The heated debate that took place two weeks ago between Maguire and Cole stemmed from the fact that Mayor Maguire saw Cole’s motion as contrary to his approach to Pine Lake . But as cooler heads prevail in the aftermath of the debate, it becomes clear that the motion did not go so far as to preclude the process that is underway between Maguire, AAFNA and the MNR. It casts some doubt as to whether council would agree to a memorandum of understanding should one be presented to them, but that is all. The initial resolution from July still stands; Maguire is still operating with the authority of council.

What has happened, however, is that a bit more of the bitterness that pervades this issue from all sides has come out in public.

AAFNA members claim that they have the right to do what they are doing, and feel they have been and will continue to be good stewards of the land. They bristle at any suggestion that they would act otherwise, pointing out, for example, how much sediment flows into Pine Lake and other lakes as the result of the way the MNR boat launches have been constructed

The Pine Lake residents, and others living on the surrounding land, have said repeatedly what Wayne Cole said in council. It’s a refrain I’ve also often heard since last July: “What would the MNR do if I started building something on Crown land? What would the township do if I started building on municipal land? What would the township do if I started building on my own land without taking out a building permit?”

The difference between Algonquin descendents and the rest of the people who live in the region stems from the fact that Algonquins have a recognised aboriginal claim to the land. The governments of Canada and Ontario have acknowledged that the Algonquin lands were never signed over and they agreed to begin negotiating a land claim agreement for that very reason.

Given the legal legitimacy of the Algonquin claim, the question that is left is whether AAFNA, as a First Nations entity, are legitimate holders of that claim. This has been an internal issue among Algonquin descendents in the region for several years. But, as far as the Township of North Frontenac is concerned, AAFNA has been recognised as the Algonquin representatives in the township for more than a decade.
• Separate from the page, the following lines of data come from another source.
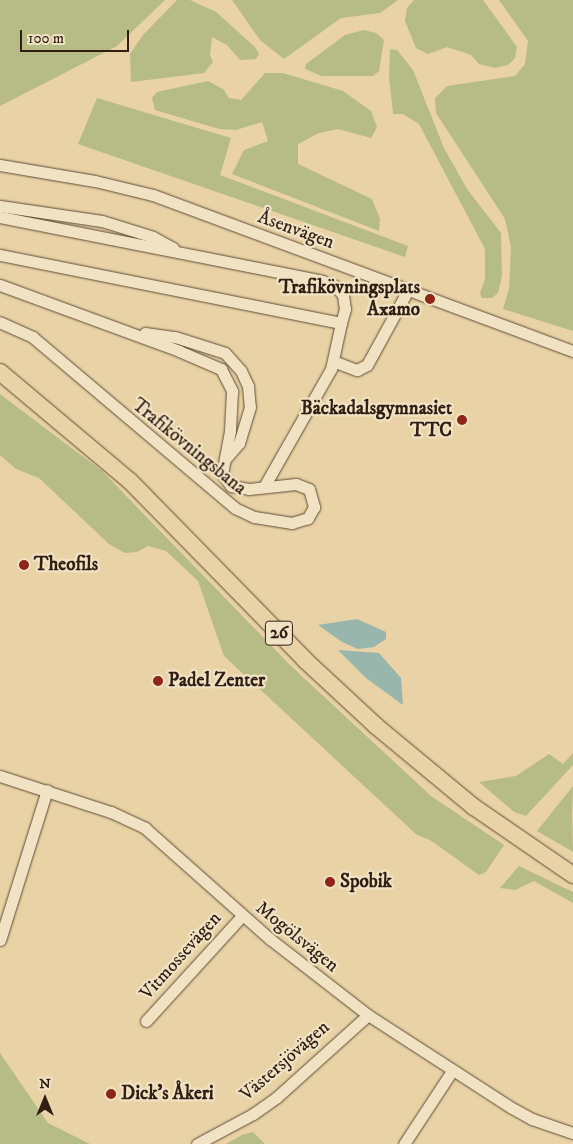 <!DOCTYPE html>
<meta charset="utf-8">
<style>
body{margin:0}
#map{position:relative;width:573px;height:1144px;overflow:hidden;background:#e9d2a5;font-family:"IM FELL DW Pica",serif}
div>[style]{position:absolute}
.green>*{inset:0;background:#b7bb86}
.water>*{inset:0;background:#98b6ac}
.roads{filter:drop-shadow(0 0 1px #5f4c38) drop-shadow(0 0 1px #5f4c38)}
.minor>*{height:11px;margin:-5.5px;padding:0 5.5px;transform-origin:5.5px;border-radius:5.5px;background:#f1e2c4}
.highway>*{height:16px;margin:-8px;padding:0 8px;transform-origin:8px;border-radius:8px;background:#e9d2a5}
.dots>*{width:14px;height:14px;translate:-50% -50%;box-sizing:border-box;border:2px solid #f1e2c4;border-radius:50%}
span{translate:-50% -50%;white-space:nowrap;text-align:center;line-height:1.15;-webkit-text-stroke:4.5px #f1e2c4;paint-order:stroke}
.shield-label span{padding:1px 4px;background:#f1e2c4;border:1px solid;border-radius:4px;-webkit-text-stroke-width:0}
.shield-label{font-size:18px;color:#311f13;font-weight:700}
.street-label{font-size:19px;color:#311f13}
.poi-label{font-size:19px;color:#311f13;font-weight:700}
.right{translate:-100% -50%;text-align:right}
.left{translate:0 -50%;text-align:left}
.north{position:absolute;left:20px;top:1074px;width:50px;height:50px;-webkit-text-stroke:4px #f1e2c4;paint-order:stroke;rotate:0deg;font-size:14px;font-weight:700;line-height:20px;text-align:center;color:#311f13}
.north::after{content:'';display:block;margin:auto;width:18px;height:22px;background:#311f13;clip-path:polygon(50% 0,100% 100%,50% 72%,0 100%)}
.scale{position:absolute;left:20px;top:30px;width:109px;height:22px;box-sizing:border-box;border:2px solid #311f13;border-top:0;padding-left:6px;font-size:15px;line-height:18px;white-space:nowrap;color:#311f13;-webkit-text-stroke:4px #f1e2c4;paint-order:stroke}
</style>
<div id="map">
<div class="green">
<i style="clip-path:polygon(0 0,165px 0,117px 46px,0 106px)"></i>
<i style="clip-path:polygon(177px 0,190px 0,216px 12px,255px 47px,259px 54px,256px 59px,240px 60px,227px 45px,212px 37px,210px 55px,213px 62px,204px 73px,131px 82px,130px 54px,143px 35px)"></i>
<i style="clip-path:polygon(232px 0,398px 0,380px 13px,341px 18px,284px 59px,260px 40px)"></i>
<i style="clip-path:polygon(414px 0,483px 0,517px 47px,515px 58px,508px 65px,495px 68px,479px 64px,471px 55px,447px 47px,428px 54px,416px 48px,405px 21px,407px 8px)"></i>
<i style="clip-path:polygon(499px 0,573px 0,573px 331px,503px 309px,509px 289px,511px 247px,505px 219px,436px 113px,435px 98px,447px 86px,515px 76px,525px 64px,528px 41px)"></i>
<i style="clip-path:polygon(364px 30px,376px 33px,384px 40px,379px 71px,373px 76px,322px 76px,305px 69px,306px 64px,345px 35px)"></i>
<i style="clip-path:polygon(390px 49px,397px 50px,413px 70px,444px 148px,467px 189px,501px 233px,502px 276px,498px 293px,492px 298px,482px 298px,480px 293px,485px 279px,485px 249px,419px 124px,403px 114px,393px 114px,389px 76px)"></i>
<i style="clip-path:polygon(265px 73px,283px 73px,343px 91px,371px 111px,377px 127px,371px 138px,338px 129px,319px 133px,298px 144px,298px 164px,372px 199px,380px 219px,379px 231px,232px 174px,244px 150px,268px 141px,262px 122px,236px 130px,219px 129px,155px 110px,152px 98px,157px 92px,208px 81px,223px 89px,229px 98px,241px 100px)"></i>
<i style="clip-path:polygon(97px 98px,231px 138px,220px 175px,408px 246px,405px 257px,78px 144px)"></i>
<i style="clip-path:polygon(0 394px,102px 471px,290px 665px,431px 796px,504px 845px,486px 872px,479px 875px,430px 840px,417px 835px,224px 656px,198px 581px,166px 551px,148px 546px,137px 552px,125px 553px,109px 544px,39px 478px,16px 469px,0 455px)"></i>
<i style="clip-path:polygon(573px 753px,573px 765px,526px 816px,514px 812px,479px 782px,516px 776px,549px 754px,563px 764px)"></i>
<i style="clip-path:polygon(573px 786px,572px 813px,573px 852px,537px 831px)"></i>
<i style="clip-path:polygon(519px 866px,573px 892px,573px 903px,534px 881px,515px 890px,500px 888px)"></i>
<i style="clip-path:polygon(0 1053px,48px 1123px,90px 1144px,0 1144px)"></i>
<i style="clip-path:polygon(253px 1132px,265px 1144px,226px 1144px,242px 1135px)"></i>
</div>
<div class="water">
<i style="clip-path:polygon(357px 619px,386px 632px,386px 639px,374px 647px,358px 649px,342px 642px,318px 625px)"></i>
<i style="clip-path:polygon(338px 650px,379px 653px,401px 678px,403px 705px,366px 678px)"></i>
</div>
<div class="roads">
<div class="minor">
<i style="left:0;top:165px;width:96px;rotate:9.6deg"></i>
<i style="left:95px;top:181px;width:60px;rotate:13.6deg"></i>
<i style="left:153px;top:195px;width:448px;rotate:20.4deg"></i>
<i style="left:0;top:206px;width:103px;rotate:8.4deg"></i>
<i style="left:102px;top:221px;width:53px;rotate:17.4deg"></i>
<i style="left:153px;top:237px;width:23px;rotate:29deg"></i>
<i style="left:0;top:217px;width:328px;rotate:11.2deg"></i>
<i style="left:322px;top:281px;width:14px;rotate:21deg"></i>
<i style="left:335px;top:286px;width:12px;rotate:48deg"></i>
<i style="left:343px;top:295px;width:14px;rotate:82deg"></i>
<i style="left:345px;top:309px;width:15px;rotate:106deg"></i>
<i style="left:341px;top:323px;width:348px;rotate:-168.7deg"></i>
<i style="left:0;top:285px;width:191px;rotate:20.2deg"></i>
<i style="left:179px;top:351px;width:46px;rotate:23.2deg"></i>
<i style="left:221px;top:369px;width:25px;rotate:63deg"></i>
<i style="left:232px;top:391px;width:40px;rotate:92.9deg"></i>
<i style="left:230px;top:431px;width:44px;rotate:100.5deg"></i>
<i style="left:222px;top:474px;width:15px;rotate:53deg"></i>
<i style="left:231px;top:486px;width:18px;rotate:9deg"></i>
<i style="left:249px;top:489px;width:47px;rotate:-6.1deg"></i>
<i style="left:296px;top:484px;width:14px;rotate:21deg"></i>
<i style="left:309px;top:489px;width:19px;rotate:74deg"></i>
<i style="left:314px;top:507px;width:13px;rotate:119deg"></i>
<i style="left:308px;top:518px;width:17px;rotate:163deg"></i>
<i style="left:292px;top:523px;width:38px;rotate:-171deg"></i>
<i style="left:254px;top:517px;width:21px;rotate:-155deg"></i>
<i style="left:235px;top:508px;width:265px;rotate:-139.8deg"></i>
<i style="left:33px;top:337px;width:36px;rotate:-156deg"></i>
<i style="left:145px;top:333px;width:30px;rotate:8deg"></i>
<i style="left:175px;top:337px;width:52px;rotate:17.7deg"></i>
<i style="left:225px;top:353px;width:24px;rotate:48deg"></i>
<i style="left:241px;top:371px;width:17px;rotate:65deg"></i>
<i style="left:248px;top:386px;width:21px;rotate:85deg"></i>
<i style="left:250px;top:407px;width:38px;rotate:107deg"></i>
<i style="left:239px;top:443px;width:21px;rotate:131deg"></i>
<i style="left:333px;top:361px;width:26px;rotate:21deg"></i>
<i style="left:357px;top:370px;width:11px;rotate:-27deg"></i>
<i style="left:367px;top:365px;width:85px;rotate:-61.3deg"></i>
<i style="left:265px;top:485px;width:133px;rotate:-60.4deg"></i>
<i style="left:331px;top:369px;width:47px;rotate:-77.7deg"></i>
<i style="left:0;top:776px;width:117px;rotate:18deg"></i>
<i style="left:111px;top:812px;width:38px;rotate:25deg"></i>
<i style="left:145px;top:828px;width:167px;rotate:41.6deg"></i>
<i style="left:270px;top:939px;width:124px;rotate:37.8deg"></i>
<i style="left:368px;top:1015px;width:171px;rotate:32.9deg"></i>
<i style="left:512px;top:1108px;width:23px;rotate:29deg"></i>
<i style="left:532px;top:1119px;width:43px;rotate:18.9deg"></i>
<i style="left:0;top:940px;width:157px;rotate:-72.6deg"></i>
<i style="left:146px;top:1021px;width:142px;rotate:-47.6deg"></i>
<i style="left:197px;top:1144px;width:64px;rotate:-28.2deg"></i>
<i style="left:253px;top:1114px;width:29px;rotate:-35deg"></i>
<i style="left:277px;top:1097px;width:122px;rotate:-42deg"></i>
<i style="left:404px;top:1144px;width:87px;rotate:-56.7deg"></i>
</div>
<div class="highway">
<i style="left:0;top:372px;width:170px;rotate:40deg"></i>
<i style="left:130px;top:481px;width:250px;rotate:45.6deg"></i>
<i style="left:305px;top:660px;width:97px;rotate:42.9deg"></i>
<i style="left:376px;top:726px;width:127px;rotate:39.6deg"></i>
<i style="left:474px;top:807px;width:120px;rotate:34.5deg"></i>
</div>
</div>
<div class="dots">
<i style="left:430px;top:299px;background:#8f2418"></i>
<i style="left:462px;top:420px;background:#8f2418"></i>
<i style="left:24px;top:565px;background:#8f2418"></i>
<i style="left:158px;top:681px;background:#8f2418"></i>
<i style="left:330px;top:882px;background:#8f2418"></i>
<i style="left:111px;top:1094px;background:#8f2418"></i>
</div>
<div class="shield-label">
<span style="left:279px;top:633px">26</span>
</div>
<div class="street-label">
<span style="left:296px;top:230px;rotate:20deg">Åsenvägen</span>
<span style="left:189px;top:447px;rotate:39deg">Trafikövningsbana</span>
<span style="left:297px;top:937px;rotate:39deg">Mogölsvägen</span>
<span style="left:181px;top:956px;rotate:-48deg">Vitmossevägen</span>
<span style="left:285px;top:1061px;rotate:-41deg">Västersjövägen</span>
</div>
<div class="poi-label">
<span class="right" style="left:420px;top:299px">Trafikövningsplats<br>Axamo</span>
<span class="right" style="left:452px;top:420px">Bäckadalsgymnasiet<br>TTC</span>
<span class="left" style="left:34px;top:565px">Theofils</span>
<span class="left" style="left:168px;top:681px">Padel Zenter</span>
<span class="left" style="left:340px;top:882px">Spobik</span>
<span class="left" style="left:121px;top:1094px">Dick's Åkeri</span>
</div>
<div class="north">N</div>
<div class="scale">100 m</div>
</div>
So, if AAFNA does not carry Algonquin rights at Pine Lake , who does? And what becomes of the Land Claims process if the government formally acknowledges AAFNA’s aboriginal rights at Pine Lake ?

These are the issues that only the MNR can address.

It is easy to see why the MNR is taking its time deciding how to handle this, because there are a great many issues at hand, including the Algonquin Land Claim, which AAFNA has rejected.

Central to what AAFNA is doing is an attempt to win the hearts and minds of all people of Algonquin descent in the region. AAFNA is trying to demonstrate to them that there is no need to wait for a land claim to assert their aboriginal rights and begin to rebuild their culture - that the value they retain by not signing a treaty outweighs what would be gained by pursuing a land claim at this time.

Most local Algonquins will be concerned if Pine Lake turns into a battle in the courts, or worse, another physical confrontation between native and non-native people.

This gives AAFNA every reason to seek an accommodation with the province and the township. However, in order for this matter to be resolved, the gulf between AAFNA and their neighbours must be bridged. This is something AAFNA must work on with their neighbours, and in doing so they can repay Ron Maguire for putting himself on the line on their behalf.